I'm sure it would have cost less to sequence Watson's genome. His genome was sequenced with a lower coverage (6X for 3 billion bases vs. 8X for 6 billion) and using a less expensive method (454 vs Sanger sequencing). The analysis was probably cheaper, too, since it wasn't possible to compare his two sets of chromosomes.

As you point out, we can't use 454 data to price out Venter's genome because the two methods are not directly comparable in terms of run costs. My price estimates are all based on the Sanger method, since most of the core labs are using it.

So, my cost estimate only applies to Sanger sequencing -because that's all I have data for.

Thank you very much for this information!

Hi all,

Our group provided a large proportion of those 31 co-authors. Some things to note re: costs...

1. The comment about doing bacterial genomes for $3,000 seems to be based on next-generation sequencing. The Venter genome was done with conventional Sanger CE (sorry if someone said this already).

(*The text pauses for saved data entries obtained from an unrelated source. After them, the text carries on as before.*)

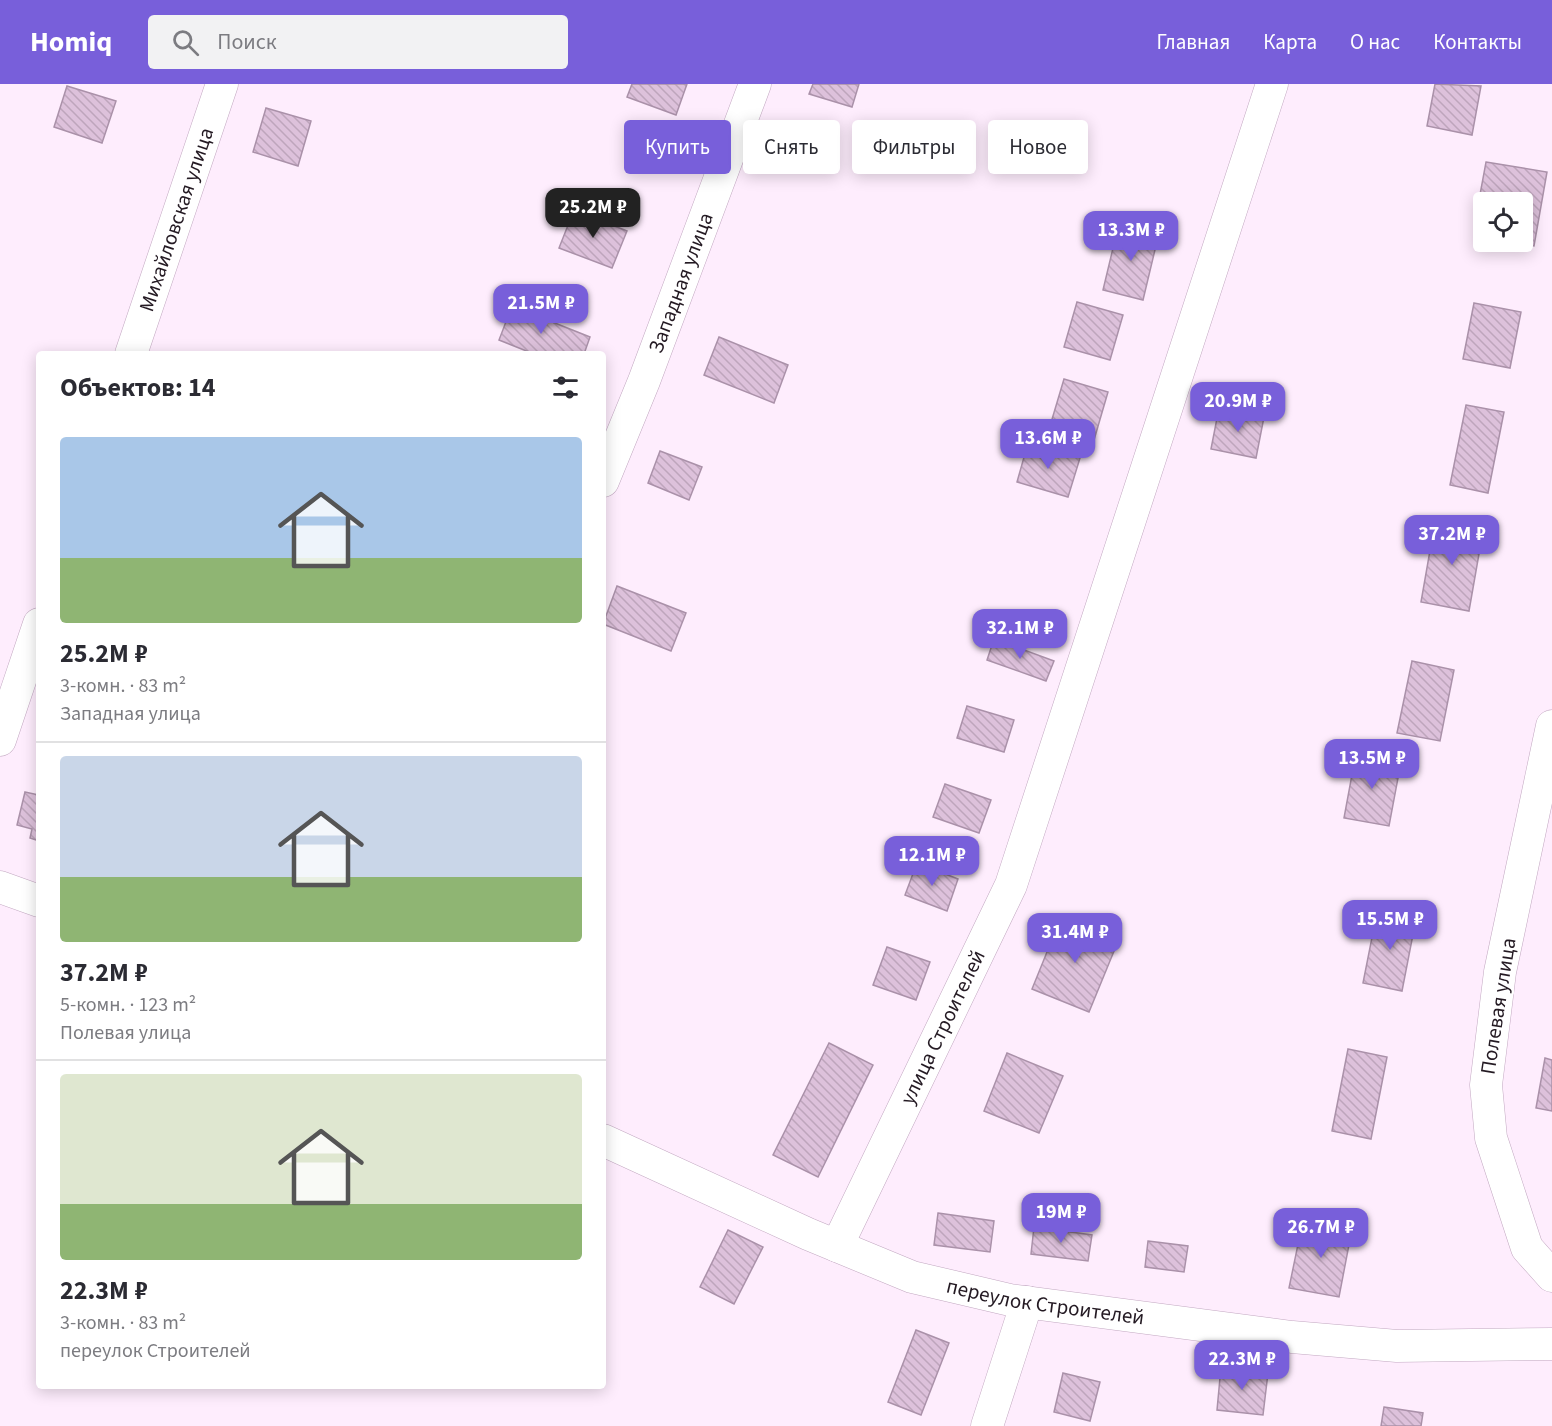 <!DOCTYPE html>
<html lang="ru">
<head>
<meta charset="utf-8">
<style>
	body { margin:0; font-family:"Source Sans 3",sans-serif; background:#f2f2f3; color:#2b2b33; height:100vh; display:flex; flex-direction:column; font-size:22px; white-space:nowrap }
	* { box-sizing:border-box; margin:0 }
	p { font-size:20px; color:#7c7c81 }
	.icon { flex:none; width:33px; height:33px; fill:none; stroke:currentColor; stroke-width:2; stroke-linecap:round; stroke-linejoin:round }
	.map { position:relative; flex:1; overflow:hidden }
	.details { position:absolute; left:36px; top:267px; width:570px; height:1038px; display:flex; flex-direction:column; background:#fff; border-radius:6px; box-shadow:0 3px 15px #0003 }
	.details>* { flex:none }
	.guide { position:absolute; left:624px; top:36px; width:570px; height:54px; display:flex; gap:12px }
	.fabs { position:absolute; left:1473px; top:108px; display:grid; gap:12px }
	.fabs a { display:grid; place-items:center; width:60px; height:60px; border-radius:6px; background:#fff; box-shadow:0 3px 15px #0003; font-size:30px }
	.price { position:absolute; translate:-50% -51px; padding:0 14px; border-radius:12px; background:#785fda; color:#fff; font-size:20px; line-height:39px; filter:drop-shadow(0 2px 3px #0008) }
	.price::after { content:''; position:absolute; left:50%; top:36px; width:18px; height:14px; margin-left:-9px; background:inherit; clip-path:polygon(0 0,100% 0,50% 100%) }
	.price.current { background:#222; color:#fff }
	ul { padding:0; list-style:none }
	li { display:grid; align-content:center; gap:12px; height:318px; padding:0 24px }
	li+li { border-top:2px solid #e1e1e2 }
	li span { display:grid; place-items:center; height:186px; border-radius:6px; color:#555 }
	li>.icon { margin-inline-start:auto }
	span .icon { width:108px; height:108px; fill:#fffc; stroke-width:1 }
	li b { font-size:26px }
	h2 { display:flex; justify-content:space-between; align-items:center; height:72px; padding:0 24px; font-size:26px }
	.pill { padding:0 21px; border-radius:6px; background:#fff; box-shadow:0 3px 15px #0003; font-size:21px; line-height:54px }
	.pill.current { background:#785fda; color:#fff }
	header { display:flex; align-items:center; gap:36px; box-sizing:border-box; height:84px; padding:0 30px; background:#785fda; color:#fff }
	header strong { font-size:28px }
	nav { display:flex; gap:33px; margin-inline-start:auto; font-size:21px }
	.search { width:420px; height:54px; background:#f2f2f3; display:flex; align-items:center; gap:15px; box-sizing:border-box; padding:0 21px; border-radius:6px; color:#7c7c81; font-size:22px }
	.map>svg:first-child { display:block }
</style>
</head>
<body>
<header>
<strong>Homiq</strong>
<div class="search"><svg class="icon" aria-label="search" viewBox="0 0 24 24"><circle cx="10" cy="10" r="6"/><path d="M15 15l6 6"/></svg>Поиск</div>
<nav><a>Главная</a><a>Карта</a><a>О нас</a><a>Контакты</a></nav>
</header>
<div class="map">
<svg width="1552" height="1342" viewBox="0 0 1552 1342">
	<defs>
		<pattern id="building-back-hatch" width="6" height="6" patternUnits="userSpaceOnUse" patternTransform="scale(1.5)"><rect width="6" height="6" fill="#ddc1db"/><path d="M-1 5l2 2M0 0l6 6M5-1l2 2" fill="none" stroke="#bea5bc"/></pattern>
	</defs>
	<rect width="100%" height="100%" fill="#feedfd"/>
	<g fill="url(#building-back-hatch)" stroke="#aa91a9" stroke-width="1.5">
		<polygon points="632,0 687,0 676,31 627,13"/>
		<polygon points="813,0 859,0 852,23 809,10"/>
		<polygon points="1435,0 1481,2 1472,51 1427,42"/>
		<polygon points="67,2 116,17 102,59 54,43"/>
		<polygon points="266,24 311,37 298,82 253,68"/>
		<polygon points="1486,78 1547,88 1534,162 1509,158 1522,158 1522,118 1479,116"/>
		<polygon points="574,126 627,147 612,184 559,164"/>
		<polygon points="1119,139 1159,149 1143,216 1103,206"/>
		<polygon points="1077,218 1123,231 1110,276 1064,263"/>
		<polygon points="1474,219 1521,228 1510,284 1463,275"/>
		<polygon points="512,222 590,253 584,270 534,270 499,256"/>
		<polygon points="719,253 788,281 774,319 704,291"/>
		<polygon points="1064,295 1108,308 1094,356 1050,342"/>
		<polygon points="1466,321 1504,328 1488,409 1450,401"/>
		<polygon points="1219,324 1264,333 1256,374 1211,365"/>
		<polygon points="1028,359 1080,374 1068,413 1017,398"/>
		<polygon points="660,367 702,383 689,416 648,399"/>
		<polygon points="1435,438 1483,447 1469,527 1421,518"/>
		<polygon points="617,502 686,529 671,567 603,540"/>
		<polygon points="994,555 1054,577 1046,597 987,576"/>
		<polygon points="1412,577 1454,586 1440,657 1397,649"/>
		<polygon points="967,622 1014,636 1004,668 957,654"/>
		<polygon points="1356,669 1401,678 1389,742 1344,734"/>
		<polygon points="945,700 991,716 979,749 933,733"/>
		<polygon points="25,708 39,711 39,757 30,754 32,745 17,741"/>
		<polygon points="917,779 958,795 947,827 905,811"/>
		<polygon points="1377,828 1416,835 1402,907 1363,899"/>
		<polygon points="1062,831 1119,855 1089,928 1032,905"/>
		<polygon points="887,863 930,878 916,916 873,901"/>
		<polygon points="829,959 873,981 818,1093 773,1071"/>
		<polygon points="1348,965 1387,973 1371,1055 1332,1047"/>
		<polygon points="1007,969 1063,992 1039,1049 984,1027"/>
		<polygon points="1545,974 1552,976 1552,1027 1536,1024"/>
		<polygon points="938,1129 994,1137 990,1168 934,1161"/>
		<polygon points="1303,1136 1352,1145 1339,1213 1289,1204"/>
		<polygon points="1034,1143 1092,1151 1088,1177 1031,1170"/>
		<polygon points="728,1146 763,1163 734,1220 700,1203"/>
		<polygon points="1148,1157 1188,1162 1184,1188 1145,1183"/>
		<polygon points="916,1246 949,1259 921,1331 888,1318"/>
		<polygon points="1221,1283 1268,1289 1263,1331 1217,1326"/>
		<polygon points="1063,1289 1100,1298 1090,1337 1054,1328"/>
		<polygon points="1384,1323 1423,1329 1421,1342 1381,1342"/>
	</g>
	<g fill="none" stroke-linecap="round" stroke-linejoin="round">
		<defs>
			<g id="minor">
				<path id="s1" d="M131,270L222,0"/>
				<path id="s2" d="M603,397L644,297L755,0"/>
				<polyline points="1552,642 1500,888 1486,1001 1491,1054 1527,1164 1552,1192"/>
				<polyline points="0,656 39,540"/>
				<polyline points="0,803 39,817"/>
				<path id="s3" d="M603,1056L808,1150L912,1193L1010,1216L1292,1253L1397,1262L1552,1260"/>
				<path id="s4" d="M837,1162L1011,801L1272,0"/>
				<polyline points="987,1342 1027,1218"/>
			</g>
		</defs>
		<use href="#minor" stroke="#c2a8c1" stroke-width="33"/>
		<use href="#minor" stroke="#fff" stroke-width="32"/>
	</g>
	<g text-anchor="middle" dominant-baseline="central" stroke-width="4.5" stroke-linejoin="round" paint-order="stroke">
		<g font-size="21" fill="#241a23" stroke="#fff">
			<text stroke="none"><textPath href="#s1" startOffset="142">Михайловская улица</textPath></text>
			<text stroke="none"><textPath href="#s2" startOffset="213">Западная улица</textPath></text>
			<text transform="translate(1498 922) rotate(-81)">Полевая улица</text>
			<text stroke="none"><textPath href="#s4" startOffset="243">улица Строителей</textPath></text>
			<text stroke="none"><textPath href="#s3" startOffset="474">переулок Строителей</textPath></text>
		</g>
	</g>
</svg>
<div class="fabs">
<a><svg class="icon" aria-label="locate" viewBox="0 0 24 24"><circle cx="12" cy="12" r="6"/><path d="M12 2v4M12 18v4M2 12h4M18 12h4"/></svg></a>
</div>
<b class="price current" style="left:593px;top:155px">25.2M ₽</b>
<b class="price" style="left:1131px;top:178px">13.3M ₽</b>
<b class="price" style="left:541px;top:251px">21.5M ₽</b>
<b class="price" style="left:1238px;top:349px">20.9M ₽</b>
<b class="price" style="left:1048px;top:386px">13.6M ₽</b>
<b class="price" style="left:1452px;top:482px">37.2M ₽</b>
<b class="price" style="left:1020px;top:576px">32.1M ₽</b>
<b class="price" style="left:1372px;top:706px">13.5M ₽</b>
<b class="price" style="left:932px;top:803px">12.1M ₽</b>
<b class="price" style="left:1390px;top:867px">15.5M ₽</b>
<b class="price" style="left:1075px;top:880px">31.4M ₽</b>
<b class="price" style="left:1061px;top:1160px">19M ₽</b>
<b class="price" style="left:1321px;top:1175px">26.7M ₽</b>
<b class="price" style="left:1242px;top:1307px">22.3M ₽</b>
<div class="guide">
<a class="pill current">Купить</a>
<a class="pill">Снять</a>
<a class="pill">Фильтры</a>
<a class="pill">Новое</a>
</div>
<section class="details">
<h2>Объектов: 14<svg class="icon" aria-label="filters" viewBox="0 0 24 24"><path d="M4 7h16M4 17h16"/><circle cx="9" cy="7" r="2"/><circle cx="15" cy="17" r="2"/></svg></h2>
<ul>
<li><span style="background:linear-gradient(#a9c7e8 65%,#8fb573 0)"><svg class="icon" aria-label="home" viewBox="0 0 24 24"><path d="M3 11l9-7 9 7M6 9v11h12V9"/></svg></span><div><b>25.2M ₽</b><p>3-комн. · 83 m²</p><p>Западная улица</p></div></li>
<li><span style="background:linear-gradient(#c9d6e8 65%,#8fb573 0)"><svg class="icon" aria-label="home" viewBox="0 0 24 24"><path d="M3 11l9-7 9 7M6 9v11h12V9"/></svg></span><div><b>37.2M ₽</b><p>5-комн. · 123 m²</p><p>Полевая улица</p></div></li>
<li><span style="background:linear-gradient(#dfe7d0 70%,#8fb573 0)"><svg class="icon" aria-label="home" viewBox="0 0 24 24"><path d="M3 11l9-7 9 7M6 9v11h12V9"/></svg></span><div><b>22.3M ₽</b><p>3-комн. · 83 m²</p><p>переулок Строителей</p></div></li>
</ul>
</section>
</div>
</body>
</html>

2. The good folks at the Wellcome Trust Sanger Institute tell me that they can do Sanger reads for "pennies" (they have purpose built robotics to cut down on labour, and dilute the ABI BigDye reagents dramatically). For reference, we charge CDN $5 per CE read (on ABI instruments), not so different from the $4 U of Michigan cost listed above.

3. I've heard $30 million kicked around (in the pages of Genome Technology and other places for re-sequencing a human genome with CE (but note that this Venter genome was not a re-sequencing assembly to an existing scaffold, it was a de novo assembly, which is a bit different). With current next-generation technologies, I'd estimate a few hundred thousand dollars to get good coverage, but I doubt that the final assembly could be done without some CE gap-filling (the Venter institute published a good paper about this a short while ago - Goldberg et al. I think). We'll have to see what the Watson/454 genome looks like I guess.

Interesting times, folks, interesting times.

Thanks Richard,

Overall, I think most of the costs in sequencing come from personnel. Since the next-generation technologies can get so much more data, more quickly, it does seem like the costs will be lowered. It will be interesting to see how this works out.

Another small note - Chris points out above that 454 is <$1,000 per run. I'm not sure this is right - retail costs I'm hearing are more like ten times that for a run on either 454 instrument (GS20 or GS-FLX). But we're not running a 454 instrument so I may be wrong. Any users out there?